§ EXERCISE
Each entry below must be repeated exactly, with pictures left out.

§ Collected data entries
___
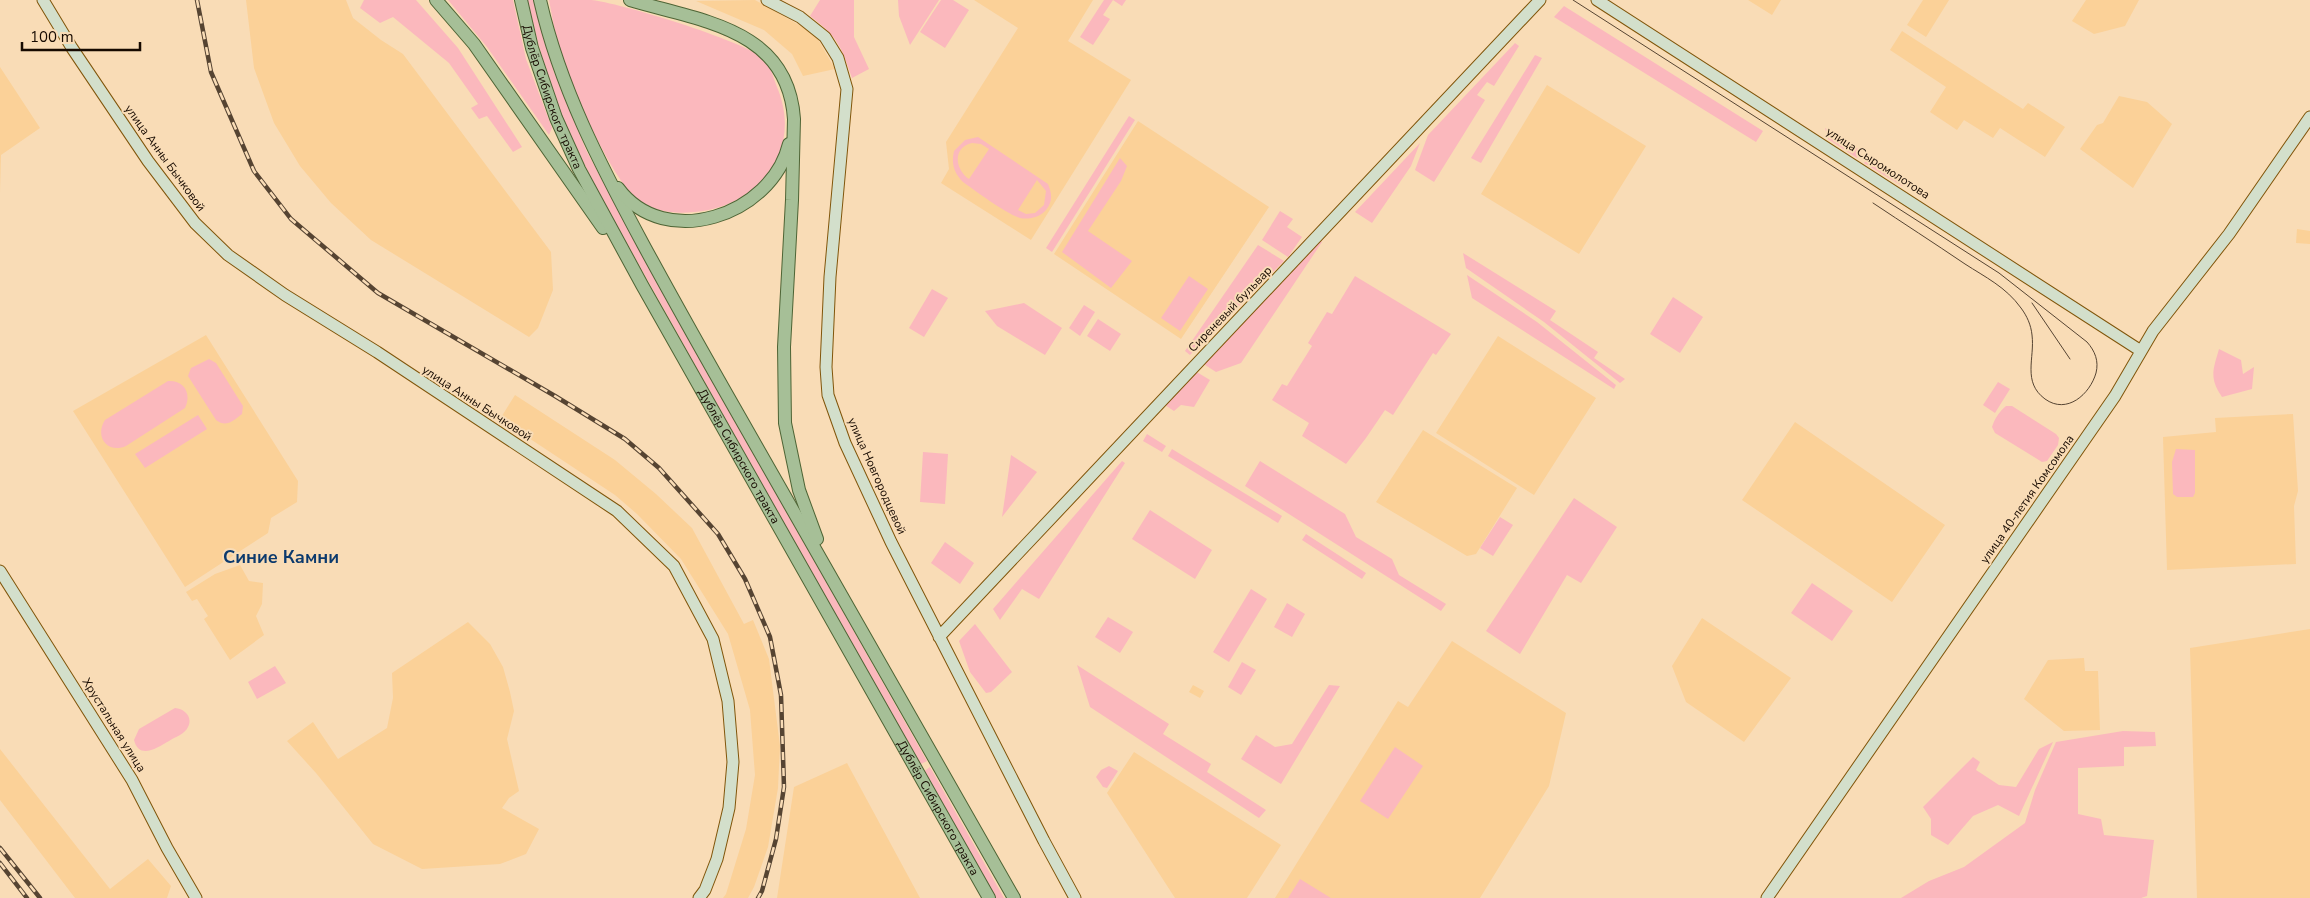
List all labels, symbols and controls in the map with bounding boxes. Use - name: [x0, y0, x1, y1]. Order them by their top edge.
- scale bar: [22, 20, 140, 52]
- street label: Дублёр Сибирского тракта: [519, 23, 586, 172]
- text: 100 m: [30, 27, 74, 47]
- street label: улица Анны Бычковой: [121, 102, 209, 214]
- street label: улица Сыромолотова: [1823, 123, 1933, 203]
- street label: Сиреневый бульвар: [1185, 263, 1275, 355]
- street label: улица Анны Бычковой: [419, 361, 535, 445]
- street label: Дублёр Сибирского тракта: [694, 386, 784, 527]
- street label: улица Новгородцевой: [844, 415, 910, 537]
- street label: улица 40-летия Комсомола: [1976, 432, 2078, 566]
- district label: Синие Камни: [223, 545, 339, 569]
- street label: Хрустальная улица: [78, 675, 150, 775]
- street label: Дублёр Сибирского тракта: [893, 737, 983, 878]

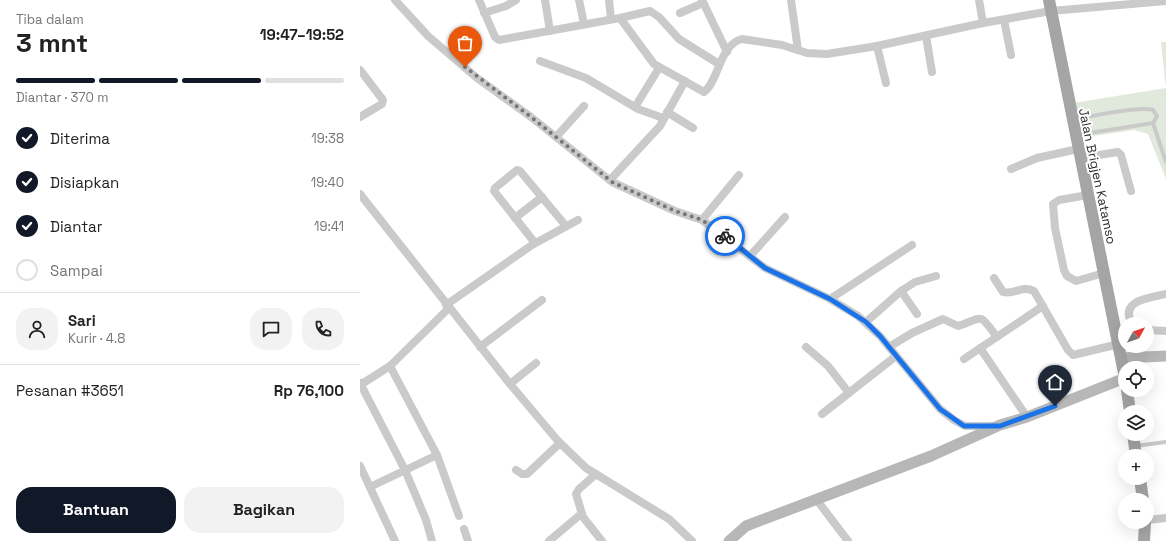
___
§ TASK SOLUTION
List all labels, symbols and controls in the map with bounding boxes. Use - name: [x0, y0, x1, y1]. Order them by their top edge.
- scale bar: [22, 20, 140, 52]
- street label: Дублёр Сибирского тракта: [519, 23, 586, 172]
- text: 100 m: [30, 27, 74, 47]
- street label: улица Анны Бычковой: [121, 102, 209, 214]
- street label: улица Сыромолотова: [1823, 123, 1933, 203]
- street label: Сиреневый бульвар: [1185, 263, 1275, 355]
- street label: улица Анны Бычковой: [419, 361, 535, 445]
- street label: Дублёр Сибирского тракта: [694, 386, 784, 527]
- street label: улица Новгородцевой: [844, 415, 910, 537]
- street label: улица 40-летия Комсомола: [1976, 432, 2078, 566]
- district label: Синие Камни: [223, 545, 339, 569]
- street label: Хрустальная улица: [78, 675, 150, 775]
- street label: Дублёр Сибирского тракта: [893, 737, 983, 878]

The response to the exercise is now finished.